Primary or secondary PCP prophylaxis should be reintroduced if the patient’s CD4 count decreases to <100
cells/mm3 (AIII) regardless of the HIV plasma viral load. Prophylaxis should also be reintroduced for
patients with CD4 counts of 100 cells/mm3 to 200 cells/mm3 with HIV plasma viral load above detection
limits of the assay used (AIII). Based on results from the COHERE study, primary or secondary PCP
prophylaxis may not need to be restarted in patients with CD4 counts of 100 cells/mm3 to 200 cells/mm3 who
have had HIV plasma RNA levels below limits of detection for ≥3 to 6 months (BII).16,66
If an episode of PCP occurs at a CD4 count >200 cells/mm3 while a patient is on ART, it would be prudent
for the patient to continue PCP prophylaxis for life, regardless of how high their CD4 cell count rises as a
consequence of ART (BIII). For patients in whom PCP occurs at a CD4 count >200 cells/mm3 while not
on ART, discontinuation of prophylaxis can be considered once HIV plasma RNA levels are suppressed to
below limits of detection for ≥3 to 6 months, although there are no data to support recommendations in this
setting (CIII).
Special Considerations During Pregnancy

PCP diagnostic considerations for pregnant women are the same as for women who are not pregnant.

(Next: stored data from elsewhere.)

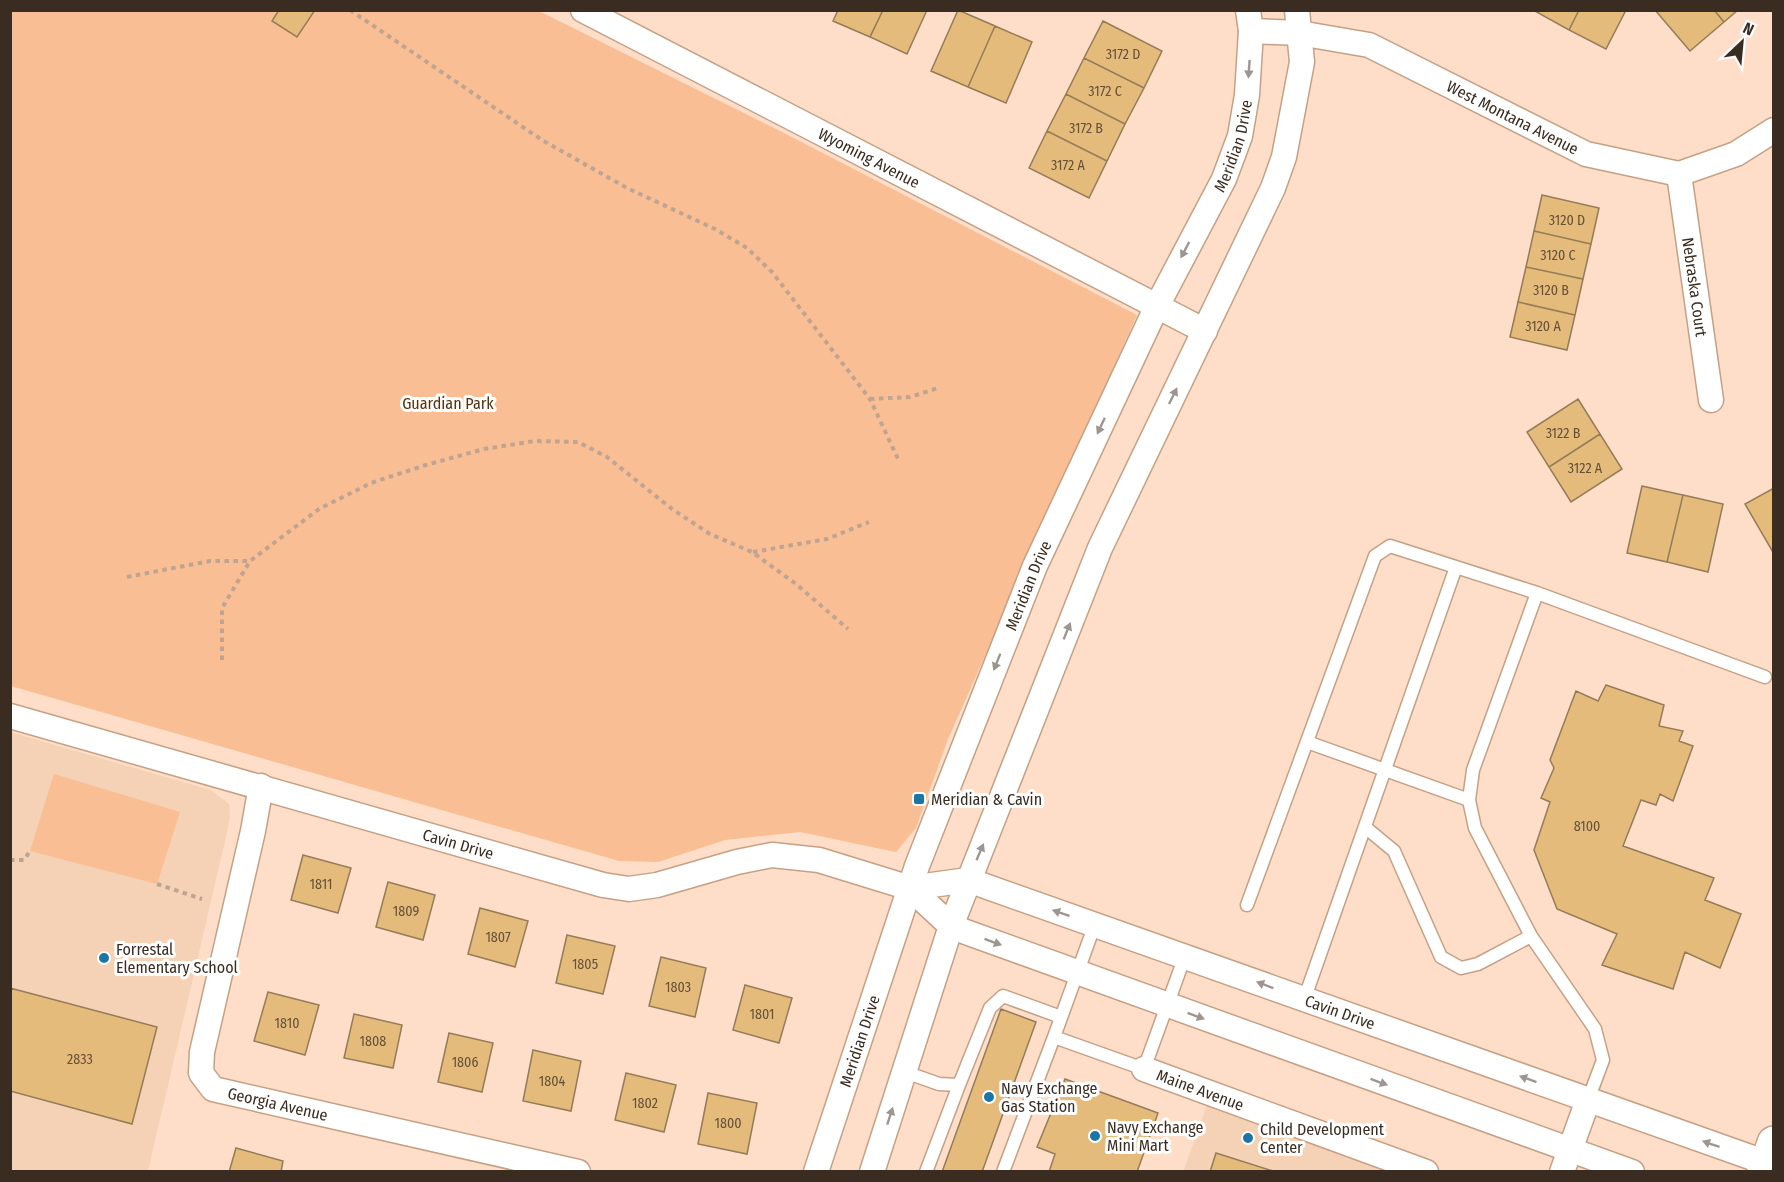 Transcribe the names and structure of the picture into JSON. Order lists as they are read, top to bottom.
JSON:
{
  "streets": {
    "street": [
      "West Montana Avenue",
      "Meridian Drive",
      "Wyoming Avenue",
      "Nebraska Court",
      "Cavin Drive",
      "Maine Avenue",
      "Georgia Avenue"
    ]
  },
  "crossings": [
    ["West Montana Avenue", "Meridian Drive"],
    ["West Montana Avenue", "Nebraska Court"],
    ["Meridian Drive", "Wyoming Avenue"],
    ["Meridian Drive", "Cavin Drive"],
    ["Cavin Drive", "Georgia Avenue"]
  ],
  "parks": ["Guardian Park"],
  "places": {
    "transit": ["Meridian & Cavin"],
    "other": [
      "Forrestal Elementary School",
      "Navy Exchange Gas Station",
      "Navy Exchange Mini Mart",
      "Child Development Center"
    ]
  },
  "house_numbers": [
    "3172 D",
    "3172 C",
    "3172 B",
    "3172 A",
    "3120 D",
    "3120 C",
    "3120 B",
    "3120 A",
    "3122 B",
    "3122 A",
    "8100",
    "1811",
    "1809",
    "1807",
    "1805",
    "1803",
    "1801",
    "1810",
    "1808",
    "2833",
    "1806",
    "1804",
    "1802",
    "1800"
  ],
  "north": "top right"
}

Indications for PCP therapy are the same for pregnant women as for non-pregnant women. Some data
suggest an increased risk of PCP-associated mortality in pregnancy, although there are no large, well-
controlled studies evaluating the impact of pregnancy on PCP outcomes.115
The preferred initial therapy for PCP during pregnancy is TMP-SMX, although alternate therapies can be
used if patients are unable to tolerate or are unresponsive to TMP-SMX (AI).116 In case-control studies,
trimethoprim has been associated with an increased risk of neural tube defects and cardiovascular, urinary
tract, and multiple anomalies after first-trimester exposure.117-119 One small study reported an increased
risk of birth defects in infants born to women receiving antiretrovirals and folate antagonists, primarily
trimethoprim; by contrast, no such increase was observed among infants exposed to either an antiretroviral
or a folate antagonist alone.120 Although a small increased risk of birth defects may be associated with first-
trimester exposure to trimethoprim, women in their first trimester with PCP still should be treated with
TMP-SMX because of its considerable benefit (AIII).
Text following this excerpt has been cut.